[Stored data entries]
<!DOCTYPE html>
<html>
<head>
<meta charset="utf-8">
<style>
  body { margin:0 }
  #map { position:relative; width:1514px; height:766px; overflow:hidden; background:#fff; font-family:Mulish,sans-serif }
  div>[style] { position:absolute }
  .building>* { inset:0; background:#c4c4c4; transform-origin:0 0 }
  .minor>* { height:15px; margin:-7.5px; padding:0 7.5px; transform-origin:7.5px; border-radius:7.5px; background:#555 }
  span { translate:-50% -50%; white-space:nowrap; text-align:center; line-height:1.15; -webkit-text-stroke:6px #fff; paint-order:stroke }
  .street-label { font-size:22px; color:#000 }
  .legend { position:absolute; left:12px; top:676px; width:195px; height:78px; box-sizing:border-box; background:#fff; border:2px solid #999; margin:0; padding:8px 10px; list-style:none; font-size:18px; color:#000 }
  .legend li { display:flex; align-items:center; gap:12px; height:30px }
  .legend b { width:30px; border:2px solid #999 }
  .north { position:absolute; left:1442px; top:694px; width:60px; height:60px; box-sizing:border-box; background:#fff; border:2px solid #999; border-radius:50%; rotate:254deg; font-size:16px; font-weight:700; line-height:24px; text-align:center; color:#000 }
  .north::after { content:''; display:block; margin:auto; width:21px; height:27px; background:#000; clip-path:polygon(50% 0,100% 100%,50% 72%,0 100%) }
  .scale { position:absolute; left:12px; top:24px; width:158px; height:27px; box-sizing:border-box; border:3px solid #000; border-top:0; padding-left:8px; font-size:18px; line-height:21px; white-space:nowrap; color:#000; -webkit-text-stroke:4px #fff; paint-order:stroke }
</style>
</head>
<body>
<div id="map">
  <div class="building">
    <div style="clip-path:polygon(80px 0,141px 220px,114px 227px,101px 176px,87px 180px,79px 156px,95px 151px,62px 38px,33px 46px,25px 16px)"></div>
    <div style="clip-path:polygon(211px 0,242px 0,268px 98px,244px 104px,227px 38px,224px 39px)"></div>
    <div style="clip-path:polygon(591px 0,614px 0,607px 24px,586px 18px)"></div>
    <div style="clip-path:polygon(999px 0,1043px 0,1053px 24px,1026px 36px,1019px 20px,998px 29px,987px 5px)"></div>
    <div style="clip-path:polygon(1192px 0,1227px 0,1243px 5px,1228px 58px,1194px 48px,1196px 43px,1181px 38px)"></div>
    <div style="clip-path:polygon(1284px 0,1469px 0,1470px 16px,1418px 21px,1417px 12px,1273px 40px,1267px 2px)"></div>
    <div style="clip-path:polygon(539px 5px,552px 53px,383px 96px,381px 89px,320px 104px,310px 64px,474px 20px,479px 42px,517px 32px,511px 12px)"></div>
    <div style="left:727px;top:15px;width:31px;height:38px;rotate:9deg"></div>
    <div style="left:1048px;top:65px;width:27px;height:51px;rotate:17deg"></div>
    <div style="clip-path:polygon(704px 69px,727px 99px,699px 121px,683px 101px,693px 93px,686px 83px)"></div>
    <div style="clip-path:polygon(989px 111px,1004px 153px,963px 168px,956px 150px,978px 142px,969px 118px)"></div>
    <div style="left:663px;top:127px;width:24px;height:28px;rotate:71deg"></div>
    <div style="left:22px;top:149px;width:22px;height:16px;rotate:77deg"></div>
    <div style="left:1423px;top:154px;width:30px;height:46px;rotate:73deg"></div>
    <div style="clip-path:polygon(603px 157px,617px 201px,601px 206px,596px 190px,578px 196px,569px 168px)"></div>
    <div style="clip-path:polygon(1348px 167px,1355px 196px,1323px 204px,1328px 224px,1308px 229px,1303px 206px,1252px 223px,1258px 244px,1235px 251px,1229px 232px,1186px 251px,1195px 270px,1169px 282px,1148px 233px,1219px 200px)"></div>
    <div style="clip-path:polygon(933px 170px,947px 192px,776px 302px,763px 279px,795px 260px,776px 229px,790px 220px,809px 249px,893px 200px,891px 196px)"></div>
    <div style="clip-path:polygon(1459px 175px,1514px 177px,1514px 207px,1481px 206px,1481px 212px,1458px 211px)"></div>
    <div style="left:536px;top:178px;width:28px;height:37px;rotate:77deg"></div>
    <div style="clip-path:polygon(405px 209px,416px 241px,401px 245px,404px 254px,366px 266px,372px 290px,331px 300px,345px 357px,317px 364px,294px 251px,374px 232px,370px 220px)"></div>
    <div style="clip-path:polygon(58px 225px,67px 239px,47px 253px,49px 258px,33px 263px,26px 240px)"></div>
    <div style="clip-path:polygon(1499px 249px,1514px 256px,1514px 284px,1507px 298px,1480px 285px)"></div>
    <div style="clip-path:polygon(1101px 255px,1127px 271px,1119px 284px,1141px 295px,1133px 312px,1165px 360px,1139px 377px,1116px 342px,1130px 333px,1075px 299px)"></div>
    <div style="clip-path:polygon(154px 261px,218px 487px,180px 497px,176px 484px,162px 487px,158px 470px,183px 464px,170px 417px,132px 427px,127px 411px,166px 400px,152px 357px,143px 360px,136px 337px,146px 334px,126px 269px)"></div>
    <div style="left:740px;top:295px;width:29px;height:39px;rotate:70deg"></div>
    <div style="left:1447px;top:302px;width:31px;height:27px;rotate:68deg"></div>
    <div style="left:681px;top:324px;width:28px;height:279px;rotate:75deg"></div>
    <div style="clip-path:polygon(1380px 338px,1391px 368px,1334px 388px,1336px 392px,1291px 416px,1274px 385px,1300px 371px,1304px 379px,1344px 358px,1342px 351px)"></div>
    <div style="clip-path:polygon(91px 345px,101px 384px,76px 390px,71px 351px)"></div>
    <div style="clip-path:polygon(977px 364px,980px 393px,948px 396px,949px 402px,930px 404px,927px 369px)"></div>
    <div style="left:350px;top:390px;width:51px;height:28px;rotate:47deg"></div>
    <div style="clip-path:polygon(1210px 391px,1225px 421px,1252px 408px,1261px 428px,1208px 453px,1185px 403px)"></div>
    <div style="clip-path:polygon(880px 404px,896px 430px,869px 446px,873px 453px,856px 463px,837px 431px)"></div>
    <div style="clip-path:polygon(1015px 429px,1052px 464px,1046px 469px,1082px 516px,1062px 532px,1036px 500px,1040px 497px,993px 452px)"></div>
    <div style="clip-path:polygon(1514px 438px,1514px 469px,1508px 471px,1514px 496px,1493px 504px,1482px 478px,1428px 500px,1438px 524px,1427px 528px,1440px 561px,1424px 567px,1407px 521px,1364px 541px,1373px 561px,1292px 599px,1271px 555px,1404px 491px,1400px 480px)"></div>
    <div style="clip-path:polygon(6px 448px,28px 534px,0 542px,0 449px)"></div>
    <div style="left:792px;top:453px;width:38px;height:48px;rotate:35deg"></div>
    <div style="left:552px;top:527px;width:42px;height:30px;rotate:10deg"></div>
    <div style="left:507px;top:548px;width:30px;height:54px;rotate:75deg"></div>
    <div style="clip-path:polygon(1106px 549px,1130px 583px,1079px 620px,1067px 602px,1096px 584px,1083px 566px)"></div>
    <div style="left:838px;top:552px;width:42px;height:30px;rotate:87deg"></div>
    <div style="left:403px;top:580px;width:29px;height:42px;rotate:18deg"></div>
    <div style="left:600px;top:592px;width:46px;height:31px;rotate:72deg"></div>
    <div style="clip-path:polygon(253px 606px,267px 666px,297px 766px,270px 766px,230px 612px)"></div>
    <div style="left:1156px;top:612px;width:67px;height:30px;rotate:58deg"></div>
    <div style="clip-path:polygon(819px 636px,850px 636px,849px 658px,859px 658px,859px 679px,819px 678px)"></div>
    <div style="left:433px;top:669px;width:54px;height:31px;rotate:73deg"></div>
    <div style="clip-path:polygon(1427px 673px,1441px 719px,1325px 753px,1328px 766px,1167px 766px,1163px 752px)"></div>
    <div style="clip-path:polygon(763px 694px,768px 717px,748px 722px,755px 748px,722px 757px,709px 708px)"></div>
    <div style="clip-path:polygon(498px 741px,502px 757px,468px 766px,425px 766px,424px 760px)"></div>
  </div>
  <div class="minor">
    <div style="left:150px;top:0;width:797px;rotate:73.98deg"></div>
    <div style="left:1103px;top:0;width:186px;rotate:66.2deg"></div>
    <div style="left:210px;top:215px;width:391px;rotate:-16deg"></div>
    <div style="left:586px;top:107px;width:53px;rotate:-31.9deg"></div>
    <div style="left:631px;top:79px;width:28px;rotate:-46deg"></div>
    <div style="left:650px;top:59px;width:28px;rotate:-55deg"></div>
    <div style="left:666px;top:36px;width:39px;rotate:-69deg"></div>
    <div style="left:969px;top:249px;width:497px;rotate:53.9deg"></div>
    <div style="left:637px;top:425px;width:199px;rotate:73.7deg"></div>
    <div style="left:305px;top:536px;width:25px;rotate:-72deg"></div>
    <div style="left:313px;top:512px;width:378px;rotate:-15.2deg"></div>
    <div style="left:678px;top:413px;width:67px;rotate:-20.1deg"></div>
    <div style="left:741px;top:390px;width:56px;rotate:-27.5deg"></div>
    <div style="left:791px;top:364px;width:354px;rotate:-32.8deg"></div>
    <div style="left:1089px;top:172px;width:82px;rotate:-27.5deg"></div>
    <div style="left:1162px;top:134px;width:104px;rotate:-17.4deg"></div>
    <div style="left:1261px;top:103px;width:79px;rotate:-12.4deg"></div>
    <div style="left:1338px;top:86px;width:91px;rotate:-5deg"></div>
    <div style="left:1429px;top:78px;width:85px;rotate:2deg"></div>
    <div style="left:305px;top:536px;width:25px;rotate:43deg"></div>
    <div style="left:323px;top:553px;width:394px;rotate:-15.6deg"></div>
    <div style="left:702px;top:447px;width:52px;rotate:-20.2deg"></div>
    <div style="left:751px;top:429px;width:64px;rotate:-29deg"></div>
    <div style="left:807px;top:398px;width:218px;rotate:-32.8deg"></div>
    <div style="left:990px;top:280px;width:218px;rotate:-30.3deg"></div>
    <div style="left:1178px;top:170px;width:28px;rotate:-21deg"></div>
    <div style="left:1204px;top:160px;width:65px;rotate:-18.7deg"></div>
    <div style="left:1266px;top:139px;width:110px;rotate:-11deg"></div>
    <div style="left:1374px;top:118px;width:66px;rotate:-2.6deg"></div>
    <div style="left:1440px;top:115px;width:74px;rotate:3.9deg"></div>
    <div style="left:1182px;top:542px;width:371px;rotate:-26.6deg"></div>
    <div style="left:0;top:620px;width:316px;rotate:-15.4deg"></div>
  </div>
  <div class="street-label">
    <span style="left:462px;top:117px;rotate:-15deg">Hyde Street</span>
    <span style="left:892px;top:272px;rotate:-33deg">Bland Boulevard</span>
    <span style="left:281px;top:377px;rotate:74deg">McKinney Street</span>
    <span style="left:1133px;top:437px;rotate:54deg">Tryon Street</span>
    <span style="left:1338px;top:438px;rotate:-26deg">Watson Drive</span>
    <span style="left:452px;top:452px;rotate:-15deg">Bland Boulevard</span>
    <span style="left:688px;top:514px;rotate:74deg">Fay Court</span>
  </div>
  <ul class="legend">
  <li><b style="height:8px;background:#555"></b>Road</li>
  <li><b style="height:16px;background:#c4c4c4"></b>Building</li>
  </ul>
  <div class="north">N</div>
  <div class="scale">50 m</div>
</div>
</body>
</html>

Task prompt: Take the lines from the top of the data through the one that contains "position:relative; width:1514px; height:766px;" and copy them exactly, leaving out every line after it.

Solution for this problem:
<!DOCTYPE html>
<html>
<head>
<meta charset="utf-8">
<style>
  body { margin:0 }
  #map { position:relative; width:1514px; height:766px; overflow:hidden; background:#fff; font-family:Mulish,sans-serif }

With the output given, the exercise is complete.